# Locking cap for water tank...



## 89335 (May 20, 2005)

I think we all have the same type/model installed... pretty much anyways.

You turn the key to lock it and the cap just spins freely therefore not allowing it to be released.

Trouble is, mine has just decided to sieze up... not completely but enough to enable it to be removed.

Anyone else have this problem? And if so, is it fixable or do I need a new one?
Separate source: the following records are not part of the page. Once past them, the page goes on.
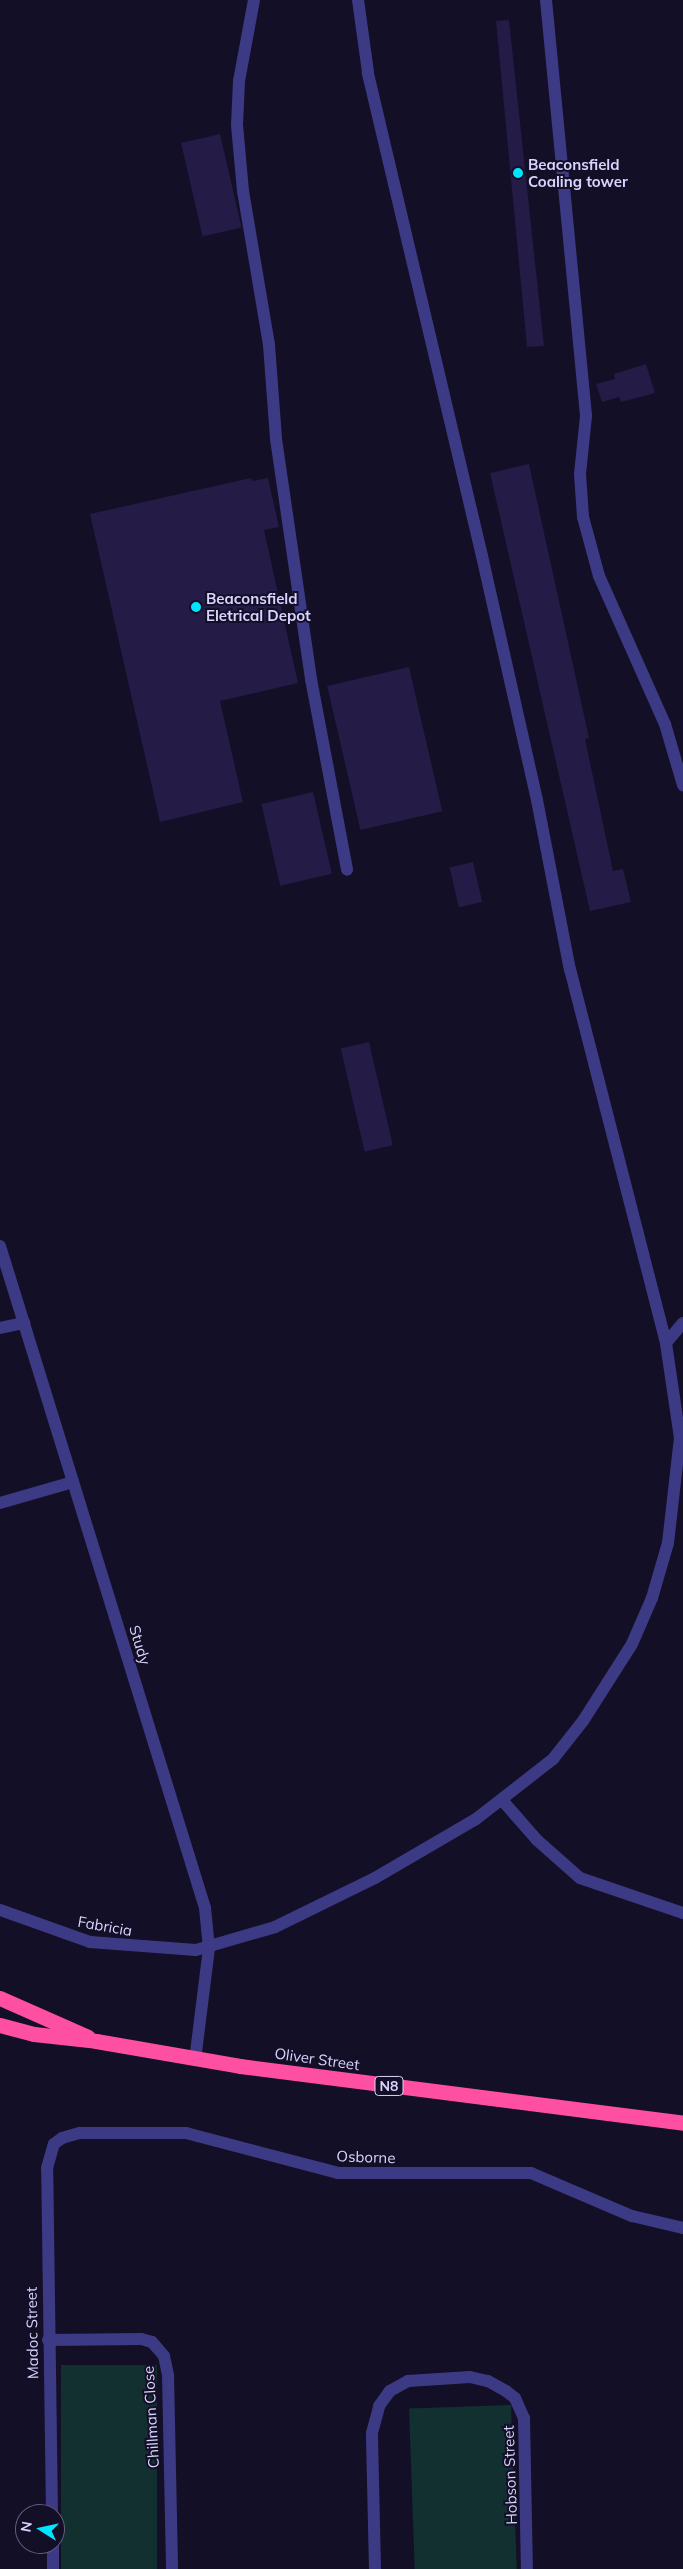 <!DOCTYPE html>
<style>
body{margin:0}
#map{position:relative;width:683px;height:2569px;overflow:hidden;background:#130f26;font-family:Mulish,sans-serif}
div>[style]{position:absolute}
.green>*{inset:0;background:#12302f;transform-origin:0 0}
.building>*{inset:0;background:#241b47;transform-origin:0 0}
.minor>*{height:12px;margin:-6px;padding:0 6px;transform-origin:6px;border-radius:6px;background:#3d3a85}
.highway>*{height:15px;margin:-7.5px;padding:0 7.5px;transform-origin:7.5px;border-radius:7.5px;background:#ff4fa3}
.dots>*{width:14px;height:14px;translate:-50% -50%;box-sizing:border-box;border:2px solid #130f26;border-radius:50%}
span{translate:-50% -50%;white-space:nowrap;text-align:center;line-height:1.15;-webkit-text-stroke:4px #130f26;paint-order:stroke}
.shield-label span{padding:1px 4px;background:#130f26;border:1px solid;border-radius:4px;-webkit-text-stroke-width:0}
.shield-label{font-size:14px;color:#d9d4ff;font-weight:700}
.poi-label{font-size:15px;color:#d9d4ff;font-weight:700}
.left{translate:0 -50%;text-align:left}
.street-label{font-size:15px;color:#d9d4ff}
.north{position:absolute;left:15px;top:2504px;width:50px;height:50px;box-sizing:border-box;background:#130f26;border:1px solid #625e7d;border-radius:50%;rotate:280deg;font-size:14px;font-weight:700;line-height:20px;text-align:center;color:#d9d4ff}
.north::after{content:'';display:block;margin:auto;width:18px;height:22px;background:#00e5ff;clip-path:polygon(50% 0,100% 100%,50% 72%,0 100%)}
</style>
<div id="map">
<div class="green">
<i style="left:61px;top:2365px;width:96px;height:204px"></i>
<i style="left:511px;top:2405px;width:164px;height:102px;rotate:88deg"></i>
</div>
<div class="building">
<i style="clip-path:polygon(509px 20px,544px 346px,527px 347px,496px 21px)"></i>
<i style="left:220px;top:134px;width:96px;height:40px;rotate:77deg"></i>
<i style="clip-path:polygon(646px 364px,655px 393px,621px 402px,619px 397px,602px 402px,596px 384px,615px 379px,614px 374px)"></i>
<i style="clip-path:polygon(529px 464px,589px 738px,585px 739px,613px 871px,623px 869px,631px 902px,590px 911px,490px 473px)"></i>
<i style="clip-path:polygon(251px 478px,252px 481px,268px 478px,279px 527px,264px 530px,298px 683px,220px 701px,243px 802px,160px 822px,90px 514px)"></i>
<i style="left:409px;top:667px;width:148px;height:84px;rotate:77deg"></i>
<i style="left:313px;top:792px;width:84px;height:53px;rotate:77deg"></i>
<i style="left:473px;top:862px;width:41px;height:24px;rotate:77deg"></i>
<i style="left:369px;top:1042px;width:106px;height:29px;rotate:77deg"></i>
</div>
<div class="minor">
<i style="left:254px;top:0;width:82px;rotate:100.5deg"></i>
<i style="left:239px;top:81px;width:44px;rotate:92.6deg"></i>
<i style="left:237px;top:125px;width:66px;rotate:84.8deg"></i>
<i style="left:243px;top:191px;width:156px;rotate:80.4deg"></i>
<i style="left:269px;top:345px;width:94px;rotate:85.7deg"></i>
<i style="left:276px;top:439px;width:243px;rotate:81.7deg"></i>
<i style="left:311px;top:679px;width:194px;rotate:79.3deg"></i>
<i style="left:546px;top:0;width:418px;rotate:84.5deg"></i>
<i style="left:586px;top:416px;width:58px;rotate:95.9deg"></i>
<i style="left:580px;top:474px;width:43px;rotate:86deg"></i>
<i style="left:583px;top:517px;width:61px;rotate:74.8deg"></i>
<i style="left:599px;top:576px;width:162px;rotate:66deg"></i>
<i style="left:665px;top:724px;width:64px;rotate:73.6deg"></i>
<i style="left:0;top:1246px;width:693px;rotate:72.79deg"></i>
<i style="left:205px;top:1908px;width:40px;rotate:84.3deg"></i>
<i style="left:209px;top:1948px;width:113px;rotate:97.1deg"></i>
<i style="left:0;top:1328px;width:25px;rotate:-12deg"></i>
<i style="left:666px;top:1343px;width:26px;rotate:-50deg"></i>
<i style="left:0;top:1503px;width:76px;rotate:-16deg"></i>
<i style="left:502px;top:1800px;width:53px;rotate:48.8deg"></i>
<i style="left:537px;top:1840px;width:57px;rotate:41.5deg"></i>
<i style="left:580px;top:1878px;width:109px;rotate:18.8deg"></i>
<i style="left:0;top:1910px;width:96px;rotate:19.6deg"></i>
<i style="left:90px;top:1942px;width:106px;rotate:4.3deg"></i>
<i style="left:196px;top:1950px;width:82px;rotate:-16.2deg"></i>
<i style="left:275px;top:1927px;width:111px;rotate:-26.1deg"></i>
<i style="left:375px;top:1878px;width:117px;rotate:-30.3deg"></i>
<i style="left:476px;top:1819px;width:98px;rotate:-37.9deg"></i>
<i style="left:553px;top:1759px;width:48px;rotate:-51.7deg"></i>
<i style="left:583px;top:1721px;width:91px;rotate:-57.5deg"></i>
<i style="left:632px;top:1644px;width:50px;rotate:-66.5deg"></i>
<i style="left:652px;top:1598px;width:57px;rotate:-73.8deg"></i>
<i style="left:668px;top:1543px;width:106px;rotate:-83.5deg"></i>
<i style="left:680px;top:1438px;width:96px;rotate:-98.4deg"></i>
<i style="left:666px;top:1343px;width:385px;rotate:-104.4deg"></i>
<i style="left:570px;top:970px;width:173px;rotate:-101deg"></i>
<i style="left:537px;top:800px;width:250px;rotate:-102.7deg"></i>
<i style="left:482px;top:556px;width:497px;rotate:-103.3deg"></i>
<i style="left:368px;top:72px;width:73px;rotate:-97.9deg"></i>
<i style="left:48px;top:2340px;width:93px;rotate:-0.6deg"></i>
<i style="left:141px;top:2339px;width:11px;rotate:15deg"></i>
<i style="left:152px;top:2342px;width:18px;rotate:49deg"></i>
<i style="left:164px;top:2356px;width:19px;rotate:78deg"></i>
<i style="left:168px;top:2375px;width:194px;rotate:88.8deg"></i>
<i style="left:52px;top:2514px;width:346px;rotate:-90.8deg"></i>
<i style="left:47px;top:2168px;width:25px;rotate:-74deg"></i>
<i style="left:54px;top:2144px;width:10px;rotate:-37deg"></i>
<i style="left:62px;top:2138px;width:19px;rotate:-16deg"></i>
<i style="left:80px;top:2133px;width:106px"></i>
<i style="left:186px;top:2133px;width:157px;rotate:14.7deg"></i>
<i style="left:338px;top:2173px;width:193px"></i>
<i style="left:531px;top:2173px;width:110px;rotate:23.1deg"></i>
<i style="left:632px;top:2216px;width:52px;rotate:13.2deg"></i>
<i style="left:53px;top:2544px;width:25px;rotate:90deg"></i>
<i style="left:375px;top:2569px;width:136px;rotate:-91.3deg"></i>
<i style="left:372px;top:2433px;width:28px;rotate:-75deg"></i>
<i style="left:379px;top:2406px;width:19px;rotate:-54deg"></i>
<i style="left:390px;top:2391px;width:21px;rotate:-29deg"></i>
<i style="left:408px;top:2381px;width:62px;rotate:-3.7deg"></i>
<i style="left:470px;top:2377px;width:18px;rotate:13deg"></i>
<i style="left:488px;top:2381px;width:21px;rotate:29deg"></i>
<i style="left:506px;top:2391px;width:11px;rotate:38deg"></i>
<i style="left:515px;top:2398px;width:22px;rotate:66deg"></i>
<i style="left:524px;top:2418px;width:151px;rotate:88.9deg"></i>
</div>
<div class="highway">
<i style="left:0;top:1998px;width:96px;rotate:23.9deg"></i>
<i style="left:0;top:2025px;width:35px;rotate:15deg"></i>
<i style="left:34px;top:2034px;width:62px;rotate:6.4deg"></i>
<i style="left:96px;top:2041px;width:146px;rotate:9.8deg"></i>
<i style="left:240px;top:2066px;width:447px;rotate:7.3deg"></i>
</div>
<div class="dots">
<i style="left:518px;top:173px;background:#00e5ff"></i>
<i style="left:196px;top:607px;background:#00e5ff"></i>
</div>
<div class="shield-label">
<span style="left:389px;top:2086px">N8</span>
</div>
<div class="poi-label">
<span class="left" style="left:528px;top:173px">Beaconsfield<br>Coaling tower</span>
<span class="left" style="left:206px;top:607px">Beaconsfield<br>Eletrical Depot</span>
</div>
<div class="street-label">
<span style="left:140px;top:1645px;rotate:73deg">Study</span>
<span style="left:105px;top:1926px;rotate:10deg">Fabricia</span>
<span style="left:317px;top:2059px;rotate:8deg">Oliver Street</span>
<span style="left:366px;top:2157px;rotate:2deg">Osborne</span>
<span style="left:32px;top:2333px;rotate:-91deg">Madoc Street</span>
<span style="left:151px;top:2417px;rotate:-93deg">Chillman Close</span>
<span style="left:510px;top:2475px;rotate:-92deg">Hobson Street</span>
</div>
<div class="north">N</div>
</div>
I know I can get this sorted out at the place I got my new MH from but they are 50 miles away and that's a bit of a pain in the bum... 





andy


----------



## peejay (May 10, 2005)

Andy,

I would think that if the dealer you bought from is any good they'd happily send you a replacement in the post, if not try CAK tanks of kenilworth they sell 'em.

pete.


----------



## peejay (May 10, 2005)

Oops,

forgot to mention, their phone no is 0870 757 2324 or www.caktanks.co.uk

pete


----------



## 88742 (May 9, 2005)

Funny that!! exactly the same thing happened on our Boxer/Elddis, I thought it was faulty, but operating it several times seemed to clear it and it's been fine ever since.


----------



## autostratus (May 9, 2005)

Ours was a bit awkward almost from new. When you tried to turn the key it sometimes didn't seem to want to open.
After it had its first service it was ok and has been since. We hadn't mentioned it when we took it in. Maybe they they just used WD40 on it.


----------



## 89335 (May 20, 2005)

bsb2000 said:


> Funny that!! exactly the same thing happened on our Boxer/Elddis, I thought it was faulty, but operating it several times seemed to clear it and it's been fine ever since.


I've tried freeing it up a couple of times but to no avail... I'll give it a couple more goes.
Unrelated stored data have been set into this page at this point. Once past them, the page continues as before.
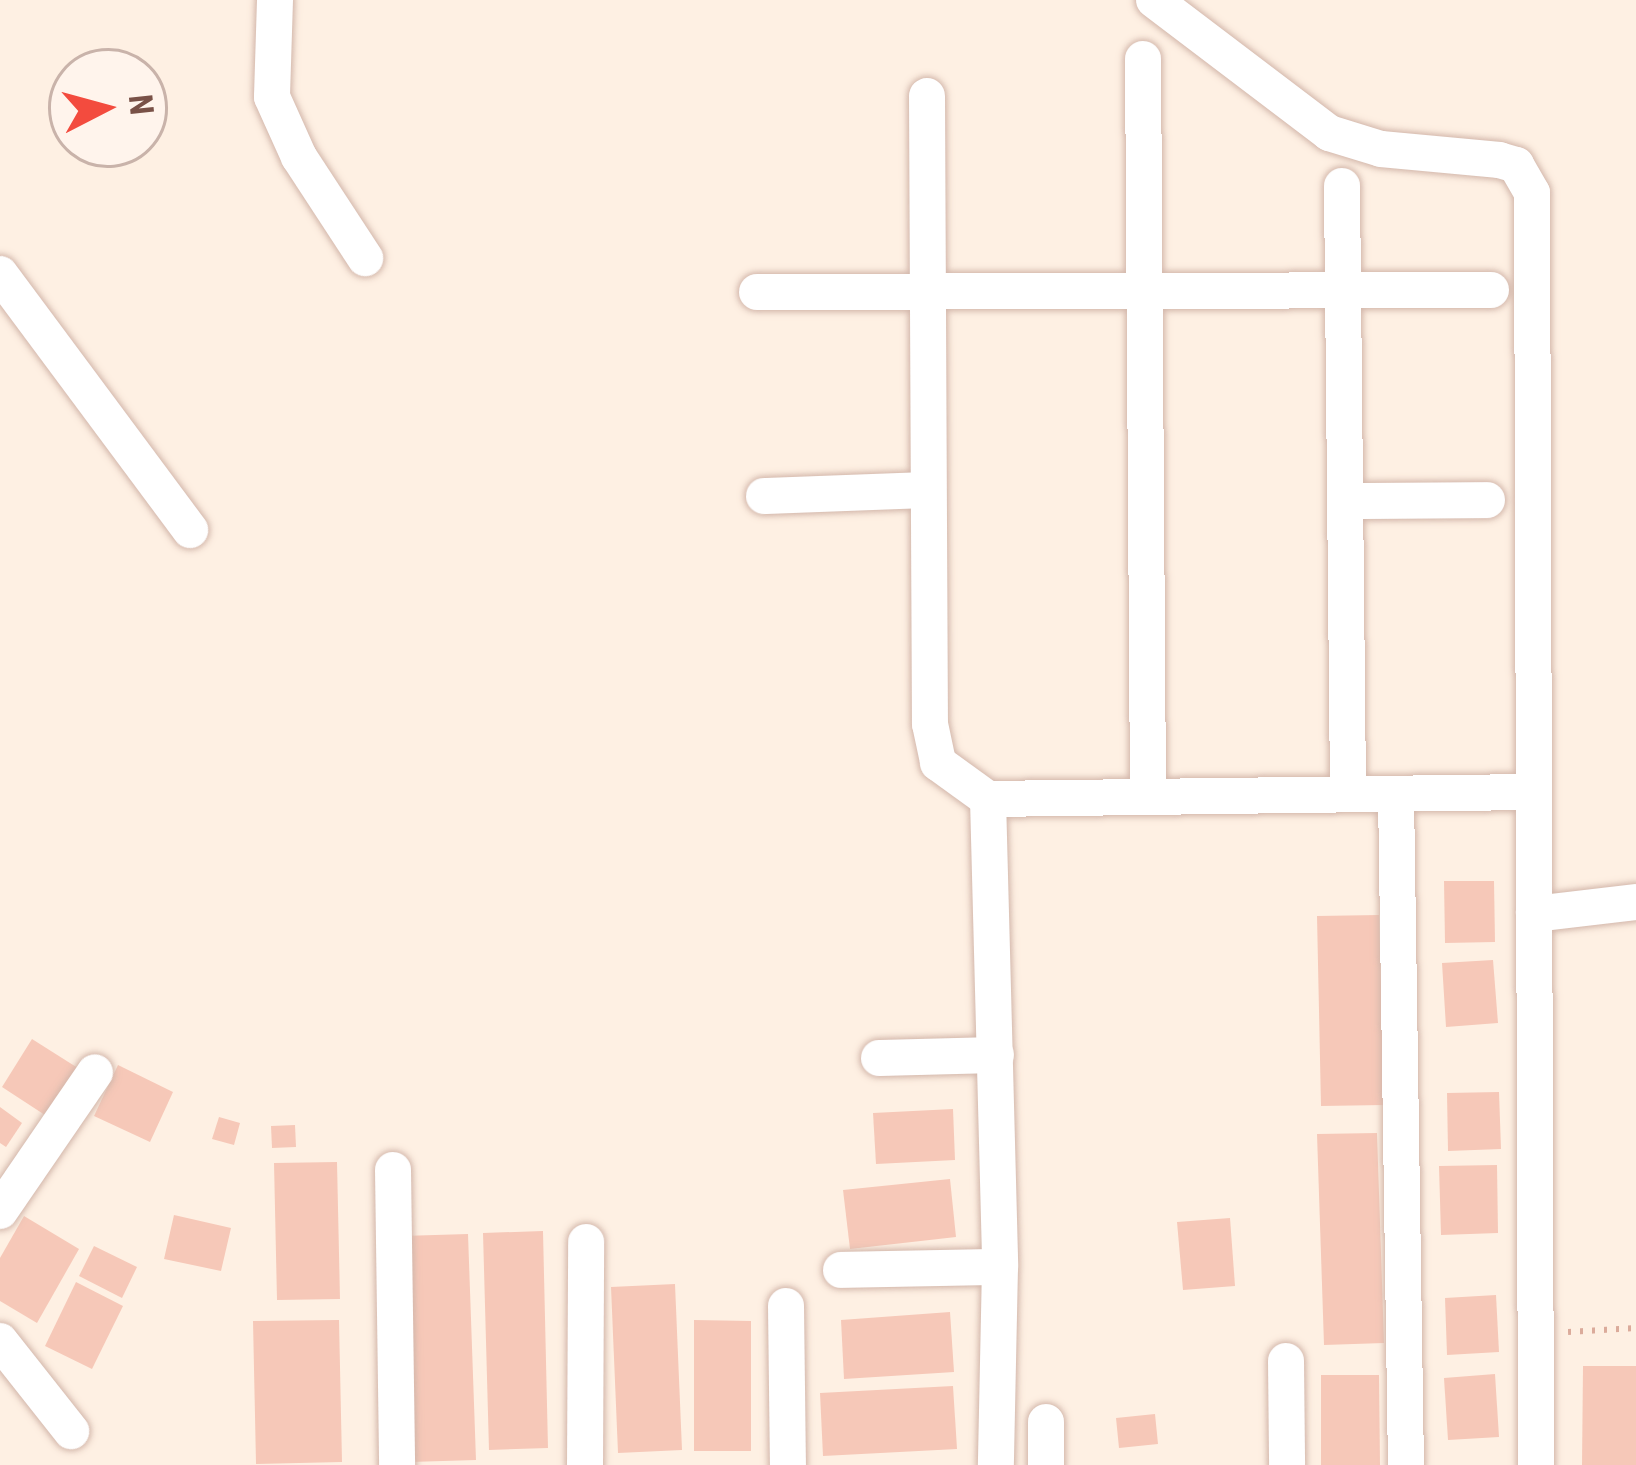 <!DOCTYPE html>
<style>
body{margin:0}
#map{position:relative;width:1636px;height:1465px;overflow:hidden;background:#fef0e3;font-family:"Roboto Condensed",sans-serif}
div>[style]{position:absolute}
.building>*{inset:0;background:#f6c8b8}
.path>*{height:6px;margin-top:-3px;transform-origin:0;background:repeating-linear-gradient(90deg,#dbab9b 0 3px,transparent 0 12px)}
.roads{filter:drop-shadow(0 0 3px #d3b7ab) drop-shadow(0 0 3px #d3b7ab)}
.minor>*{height:36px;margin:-18px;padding:0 18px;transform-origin:18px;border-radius:18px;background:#fff}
span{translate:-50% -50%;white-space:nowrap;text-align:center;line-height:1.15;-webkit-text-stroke:10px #fff4ec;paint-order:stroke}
.north{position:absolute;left:48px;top:48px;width:120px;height:120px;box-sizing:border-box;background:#fff4ec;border:3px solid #c9b3aa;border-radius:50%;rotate:84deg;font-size:33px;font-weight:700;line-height:48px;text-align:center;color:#795147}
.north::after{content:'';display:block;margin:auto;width:42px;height:54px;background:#f34b3e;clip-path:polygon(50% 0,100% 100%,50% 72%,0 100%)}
</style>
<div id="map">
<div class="building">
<i style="clip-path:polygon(1444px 881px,1494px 881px,1495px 942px,1445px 943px)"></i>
<i style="clip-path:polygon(1379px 915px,1384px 1105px,1321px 1106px,1317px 916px)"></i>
<i style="clip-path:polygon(1493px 960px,1498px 1023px,1446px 1027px,1442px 963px)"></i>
<i style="clip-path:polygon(32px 1039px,81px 1070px,51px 1119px,2px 1087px)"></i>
<i style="clip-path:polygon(118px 1065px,173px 1092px,150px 1142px,94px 1116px)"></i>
<i style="clip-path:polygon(1499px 1092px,1501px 1149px,1448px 1151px,1447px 1093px)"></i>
<i style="clip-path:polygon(0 1107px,22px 1123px,6px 1147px,0 1143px)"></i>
<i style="clip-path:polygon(953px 1109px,955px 1160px,876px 1164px,873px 1113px)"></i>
<i style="clip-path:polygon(219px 1117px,240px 1123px,234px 1145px,212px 1139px)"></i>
<i style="clip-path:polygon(295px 1125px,296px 1147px,272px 1148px,271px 1126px)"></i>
<i style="clip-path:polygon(1377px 1133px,1384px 1343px,1324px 1345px,1317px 1134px)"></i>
<i style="clip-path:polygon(337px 1162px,340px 1299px,277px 1300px,274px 1163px)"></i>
<i style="clip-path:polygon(1497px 1165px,1498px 1233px,1441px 1235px,1439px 1166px)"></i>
<i style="clip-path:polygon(950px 1179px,956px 1237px,850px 1249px,843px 1190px)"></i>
<i style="clip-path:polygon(174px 1215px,231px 1228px,221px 1271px,164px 1259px)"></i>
<i style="clip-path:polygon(24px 1216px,79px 1249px,37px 1323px,0 1301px,0 1258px)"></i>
<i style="clip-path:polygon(1230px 1218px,1235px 1286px,1183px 1290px,1177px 1222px)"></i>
<i style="clip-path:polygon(543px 1231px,548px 1448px,489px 1450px,483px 1233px)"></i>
<i style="clip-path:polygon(468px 1234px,476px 1460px,410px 1462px,402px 1236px)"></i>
<i style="clip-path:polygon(94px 1246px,137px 1267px,122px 1298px,79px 1276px)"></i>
<i style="clip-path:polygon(76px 1282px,123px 1306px,92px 1369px,45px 1346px)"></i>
<i style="clip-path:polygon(675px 1284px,682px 1450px,618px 1453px,611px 1287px)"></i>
<i style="clip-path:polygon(1496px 1295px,1499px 1352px,1447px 1355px,1445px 1298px)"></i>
<i style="clip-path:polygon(950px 1312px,954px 1372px,844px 1379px,841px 1320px)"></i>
<i style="clip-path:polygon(339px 1320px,342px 1462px,256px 1464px,253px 1321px)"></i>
<i style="clip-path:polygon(694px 1320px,751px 1321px,751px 1451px,694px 1451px)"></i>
<i style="clip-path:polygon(1583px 1366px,1636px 1366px,1636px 1465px,1582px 1465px)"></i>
<i style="clip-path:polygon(1495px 1374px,1499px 1437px,1448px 1440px,1444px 1378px)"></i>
<i style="clip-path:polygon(1321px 1375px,1379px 1375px,1380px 1465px,1321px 1465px)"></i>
<i style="clip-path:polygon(953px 1386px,957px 1449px,823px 1456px,820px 1393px)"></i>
<i style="clip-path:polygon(1155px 1414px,1158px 1444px,1119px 1448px,1116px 1418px)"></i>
</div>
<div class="path">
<i style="left:1568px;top:1332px;width:68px;rotate:-3.4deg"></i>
</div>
<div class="roads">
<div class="minor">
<i style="left:275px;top:0;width:97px;rotate:91.8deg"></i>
<i style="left:272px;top:97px;width:66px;rotate:65.8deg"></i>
<i style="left:299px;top:157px;width:121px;rotate:56.8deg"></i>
<i style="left:1154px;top:0;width:220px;rotate:37.2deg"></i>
<i style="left:1329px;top:133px;width:54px;rotate:17.1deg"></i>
<i style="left:1381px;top:149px;width:119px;rotate:5.3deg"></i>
<i style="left:1499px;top:160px;width:18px;rotate:16deg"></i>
<i style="left:1516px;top:165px;width:32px;rotate:60deg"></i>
<i style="left:1532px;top:193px;width:1272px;rotate:89.82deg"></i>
<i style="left:1143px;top:59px;width:736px;rotate:89.61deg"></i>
<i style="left:927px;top:96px;width:628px;rotate:89.73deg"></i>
<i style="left:930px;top:724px;width:40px;rotate:78deg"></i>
<i style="left:938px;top:763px;width:62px;rotate:35.8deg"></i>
<i style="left:988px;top:799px;width:540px;rotate:-0.74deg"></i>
<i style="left:1342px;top:186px;width:608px;rotate:89.43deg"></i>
<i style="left:0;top:274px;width:319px;rotate:53.4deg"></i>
<i style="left:757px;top:292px;width:734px;rotate:-0.16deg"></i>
<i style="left:764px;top:496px;width:164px;rotate:-2.1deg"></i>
<i style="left:1346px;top:501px;width:141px;rotate:-0.4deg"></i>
<i style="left:1396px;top:794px;width:671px;rotate:89.15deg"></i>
<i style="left:988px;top:799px;width:468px;rotate:88.5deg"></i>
<i style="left:1000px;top:1267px;width:198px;rotate:91.2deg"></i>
<i style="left:1534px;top:914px;width:103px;rotate:-6.7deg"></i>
<i style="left:879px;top:1058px;width:117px;rotate:-1.5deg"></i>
<i style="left:393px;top:1170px;width:295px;rotate:89.2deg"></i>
<i style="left:0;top:1211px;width:168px;rotate:-55.6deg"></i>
<i style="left:841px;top:1270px;width:159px;rotate:-1.1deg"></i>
<i style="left:786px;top:1306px;width:159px;rotate:89.3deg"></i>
<i style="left:0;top:1341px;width:115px;rotate:51.7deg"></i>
<i style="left:1286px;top:1361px;width:104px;rotate:89.4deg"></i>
<i style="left:585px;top:1465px;width:223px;rotate:-89.7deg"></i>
<i style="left:1046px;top:1465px;width:43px;rotate:-90deg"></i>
</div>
</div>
<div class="north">N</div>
</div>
Thanks for the number Pete... I'll keep that on file. And your right... Glossops should post me one but I called em last week about a bit of a leak that's developed in me waste water tank... nothing major... seems to be coming from a large red cap in the middle of the tank. When I spoke to them this morning, the Glossop Caravans dood suggested that I bring the van in for sorting out. Trouble is... my van will be out of action for two weekends on the trot cos I can only get up to them at the weekend and their workshop isn't open at the weekend. It'll mean a trip up there on a sunday with my missus following me in the car and then the same trip the following saturday to pick the van up again. Bit of a pain when the place is fifty miles away... and it's right in the middle of the van season too :roll:


----------



## 89335 (May 20, 2005)

> Maybe they they just used WD40 on it


oooer.... would use WD on me water tank... but I know what you mean


----------



## autostratus (May 9, 2005)

andy_m said:


> > Maybe they they just used WD40 on it
> 
> 
> oooer.... would use WD on me water tank... but I know what you mean


On second thoughts!
Many years ago we were given some graphite in a small squeezy container with a protruding tube for sticking in locks.
That would perhaps be more sensible.


----------



## 89335 (May 20, 2005)

Hiya Gillian  

it's not the lock mechanism that's siezed up but the spinning cap thingymajigwhotsit. The cap is supposed to spin freely when in the locked position but the friction is so great (spins but not quite as free as it should) that you can take the cap off.



andy


----------



## 88797 (May 9, 2005)

we had that - got a replacement which also didnt work - you could take it off when locked - eventually it started to work and is fine now - try a spot of WD40 (the locking mechanism is a sealed unit so wont contaminate) and keep using it - eventally it will wake up to what its supposed to do - they must be slow learners! Unless it wont come off when unlocked in which case throw it away and get a new one.

A


----------



## 88742 (May 9, 2005)

Sounds to me like they all need a bit of use from new!!


----------



## peejay (May 10, 2005)

Andy wrote;



> It'll mean a trip up there on a sunday with my missus following me in the car and then the same trip the following saturday to pick the van up again. Bit of a pain when the place is fifty miles away... and it's right in the middle of the van season too


Know the feeling mate, one of the dissadvantages of not buying locally, our dealer is 100mls away. In their defence though, if we've had problems before they've always lent us either a car or motorhome whilst ours is being fixed.

pete.


----------



## TerryVan (May 13, 2005)

Andy,
I also had problems that required a week at the dealer for an hours job.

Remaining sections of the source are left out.